“I am, Piper.” He brushed her cheek with his knuckles. “I will be.”
Her body relaxed a little more against him. “Brendan . . .” With his name lingering in the air, she seemed to come out of a trance, starting to turn away from him. “We should order pizza—”
He kept her from turning. “What were you going to say?”
Based on the way she squared her shoulders, she was remembering her promise not to keep anything locked in her head. Away from him. A mixture of dread and curiosity rippled in his stomach, but he stayed silent. This was good. The openness between them was coming easier and easier, because of trust. “I was going to ask if you wanted kids someday. And I realize that sounds like . . . like I’m asking if you want them with me, which . . .” Color suffused her cheeks. “Anyway. It’s just that we never talked about it, and kids seem like something you’d have a firm plan on—”
Her phone started vibrating on the kitchen counter. “Leave it.”
Piper nodded. Her phone had been unusually active since they returned from Seattle, which was another reason he’d been on edge. But just like when they’d been in the hotel lobby shopping for cologne, the phone wouldn’t quiet, dancing and jangling on the counter. “Let me just silence it,” she murmured, reaching for the device. Pausing. “Oh. It’s Daniel.” Her eyes widened a little, as if maybe she’d just remembered something. “I—I’ll call him back later.”
Brendan wanted nothing more than to get back to the conversation at hand, but when he told her that yes, he wanted kids, he didn’t need her distracted. “It’s fine. Answer it.”
She shook her head vigorously and put the phone on silent, but the unsteadiness of her hands caused it to slip. When she caught it, the pad of her finger hit the answer button by mistake. “Piper?” came a man’s voice over the speakerphone.

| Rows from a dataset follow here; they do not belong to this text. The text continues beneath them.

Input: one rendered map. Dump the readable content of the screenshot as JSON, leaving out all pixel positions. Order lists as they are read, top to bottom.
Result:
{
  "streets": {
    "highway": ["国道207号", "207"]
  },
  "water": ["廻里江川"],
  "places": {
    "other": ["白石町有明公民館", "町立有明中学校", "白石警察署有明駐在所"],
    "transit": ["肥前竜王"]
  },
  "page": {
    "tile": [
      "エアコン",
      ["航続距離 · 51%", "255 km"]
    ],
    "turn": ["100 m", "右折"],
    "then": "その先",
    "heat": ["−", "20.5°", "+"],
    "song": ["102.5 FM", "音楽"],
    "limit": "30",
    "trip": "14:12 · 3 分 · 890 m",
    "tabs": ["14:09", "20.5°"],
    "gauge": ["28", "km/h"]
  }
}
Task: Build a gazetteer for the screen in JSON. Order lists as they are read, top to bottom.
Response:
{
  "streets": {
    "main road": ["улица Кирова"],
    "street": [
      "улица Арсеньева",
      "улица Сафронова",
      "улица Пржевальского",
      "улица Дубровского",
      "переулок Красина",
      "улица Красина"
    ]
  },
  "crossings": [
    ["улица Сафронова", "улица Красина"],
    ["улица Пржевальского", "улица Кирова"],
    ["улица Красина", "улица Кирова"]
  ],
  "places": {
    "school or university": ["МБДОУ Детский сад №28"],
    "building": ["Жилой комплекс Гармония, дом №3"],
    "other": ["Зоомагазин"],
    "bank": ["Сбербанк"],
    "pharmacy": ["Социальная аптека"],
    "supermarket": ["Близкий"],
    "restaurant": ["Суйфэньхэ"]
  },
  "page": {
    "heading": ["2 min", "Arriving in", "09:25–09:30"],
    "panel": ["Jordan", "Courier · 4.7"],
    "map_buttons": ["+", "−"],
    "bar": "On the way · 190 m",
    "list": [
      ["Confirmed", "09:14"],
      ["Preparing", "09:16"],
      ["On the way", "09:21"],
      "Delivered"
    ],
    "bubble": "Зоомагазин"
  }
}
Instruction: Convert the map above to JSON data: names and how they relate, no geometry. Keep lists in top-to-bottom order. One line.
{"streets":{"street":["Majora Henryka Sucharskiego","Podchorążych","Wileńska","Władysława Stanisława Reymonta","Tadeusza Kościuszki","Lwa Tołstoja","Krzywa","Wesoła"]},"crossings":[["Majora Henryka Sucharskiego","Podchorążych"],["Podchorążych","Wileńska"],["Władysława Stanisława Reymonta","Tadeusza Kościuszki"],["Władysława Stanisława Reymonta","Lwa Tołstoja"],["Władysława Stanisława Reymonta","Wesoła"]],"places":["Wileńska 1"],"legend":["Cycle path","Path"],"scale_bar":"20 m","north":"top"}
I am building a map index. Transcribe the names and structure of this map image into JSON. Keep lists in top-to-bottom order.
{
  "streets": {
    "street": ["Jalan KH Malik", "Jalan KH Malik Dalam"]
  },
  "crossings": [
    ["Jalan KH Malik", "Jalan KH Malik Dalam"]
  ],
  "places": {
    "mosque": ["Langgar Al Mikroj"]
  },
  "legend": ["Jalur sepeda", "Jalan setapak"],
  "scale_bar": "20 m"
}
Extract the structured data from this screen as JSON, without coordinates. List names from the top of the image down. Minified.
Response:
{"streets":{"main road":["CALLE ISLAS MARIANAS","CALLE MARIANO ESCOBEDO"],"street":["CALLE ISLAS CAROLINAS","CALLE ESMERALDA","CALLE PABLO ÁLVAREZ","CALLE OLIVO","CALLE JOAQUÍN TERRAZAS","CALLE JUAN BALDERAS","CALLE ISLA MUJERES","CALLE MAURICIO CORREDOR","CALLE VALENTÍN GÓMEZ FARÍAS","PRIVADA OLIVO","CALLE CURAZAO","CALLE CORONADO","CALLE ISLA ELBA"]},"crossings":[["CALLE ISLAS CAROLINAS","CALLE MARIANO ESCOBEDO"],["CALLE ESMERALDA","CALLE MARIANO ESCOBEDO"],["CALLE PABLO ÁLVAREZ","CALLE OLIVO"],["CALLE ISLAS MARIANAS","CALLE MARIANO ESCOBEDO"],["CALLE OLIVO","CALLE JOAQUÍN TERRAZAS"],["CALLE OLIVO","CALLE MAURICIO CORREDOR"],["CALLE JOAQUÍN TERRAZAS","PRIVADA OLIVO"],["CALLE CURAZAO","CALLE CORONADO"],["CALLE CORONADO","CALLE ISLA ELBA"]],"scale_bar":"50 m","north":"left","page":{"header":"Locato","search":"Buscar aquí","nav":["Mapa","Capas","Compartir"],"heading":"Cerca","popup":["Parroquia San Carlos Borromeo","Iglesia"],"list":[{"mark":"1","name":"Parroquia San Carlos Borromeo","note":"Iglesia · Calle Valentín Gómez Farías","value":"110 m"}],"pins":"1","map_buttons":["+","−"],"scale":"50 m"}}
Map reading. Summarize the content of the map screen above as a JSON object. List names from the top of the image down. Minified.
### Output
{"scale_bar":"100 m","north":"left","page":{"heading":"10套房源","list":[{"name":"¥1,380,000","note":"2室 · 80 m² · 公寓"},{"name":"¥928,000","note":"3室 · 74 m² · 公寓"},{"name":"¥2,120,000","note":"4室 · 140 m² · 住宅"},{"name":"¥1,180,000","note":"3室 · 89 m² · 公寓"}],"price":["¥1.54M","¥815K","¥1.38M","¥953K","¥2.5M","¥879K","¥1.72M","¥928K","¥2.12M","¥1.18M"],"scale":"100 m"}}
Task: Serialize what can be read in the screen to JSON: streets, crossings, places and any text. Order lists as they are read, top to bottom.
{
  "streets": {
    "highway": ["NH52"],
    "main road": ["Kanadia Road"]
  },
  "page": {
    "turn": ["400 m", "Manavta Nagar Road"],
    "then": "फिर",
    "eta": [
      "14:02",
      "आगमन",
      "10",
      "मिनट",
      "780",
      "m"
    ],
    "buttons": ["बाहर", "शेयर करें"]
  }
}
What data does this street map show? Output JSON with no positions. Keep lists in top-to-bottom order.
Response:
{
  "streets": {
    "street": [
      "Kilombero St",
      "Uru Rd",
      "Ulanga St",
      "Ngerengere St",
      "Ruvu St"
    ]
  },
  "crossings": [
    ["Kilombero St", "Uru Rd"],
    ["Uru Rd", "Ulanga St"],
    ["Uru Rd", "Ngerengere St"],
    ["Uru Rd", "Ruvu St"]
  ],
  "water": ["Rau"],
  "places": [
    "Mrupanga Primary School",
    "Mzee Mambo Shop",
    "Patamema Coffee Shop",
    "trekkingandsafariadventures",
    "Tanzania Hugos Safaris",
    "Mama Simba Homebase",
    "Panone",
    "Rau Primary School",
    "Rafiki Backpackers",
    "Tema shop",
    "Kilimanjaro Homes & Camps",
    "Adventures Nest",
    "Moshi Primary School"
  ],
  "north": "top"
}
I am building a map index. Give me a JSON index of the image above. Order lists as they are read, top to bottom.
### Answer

“Daniel,” she choked out, holding the phone awkwardly between her chest and Brendan’s. “Hey. Hi!”
“Hi, Piper,” he said formally. “Before I book this flight, I just want to make sure the grand opening is still on. You’re not exactly famous for your reliability.”
Brendan stiffened, alarm and betrayal turning his blood cold.
Here it was. The other shoe dropping.
Piper closed her eyes. “Yes,” she said quietly. “It’s still on. Six o’clock.”
“That’ll do fine, then,” her stepfather responded briskly. “There’s a flight that gets in a few hours before. Is there anything I can bring you from home?”
“Just yourself,” she said with false brightness.
Daniel hummed. “Very well. Have to run. Your mother sends her love.”
“Same to her. Bye.”
When she hung up the phone, she wouldn’t look at him. And maybe that was a good thing, because he was too winded to hide any of the dread and anxiety that had taken hold of his system. “Daniel is coming.” He swallowed the nails in his throat. “You’re still planning on impressing him with the bar. So he’ll let you come back to LA early.”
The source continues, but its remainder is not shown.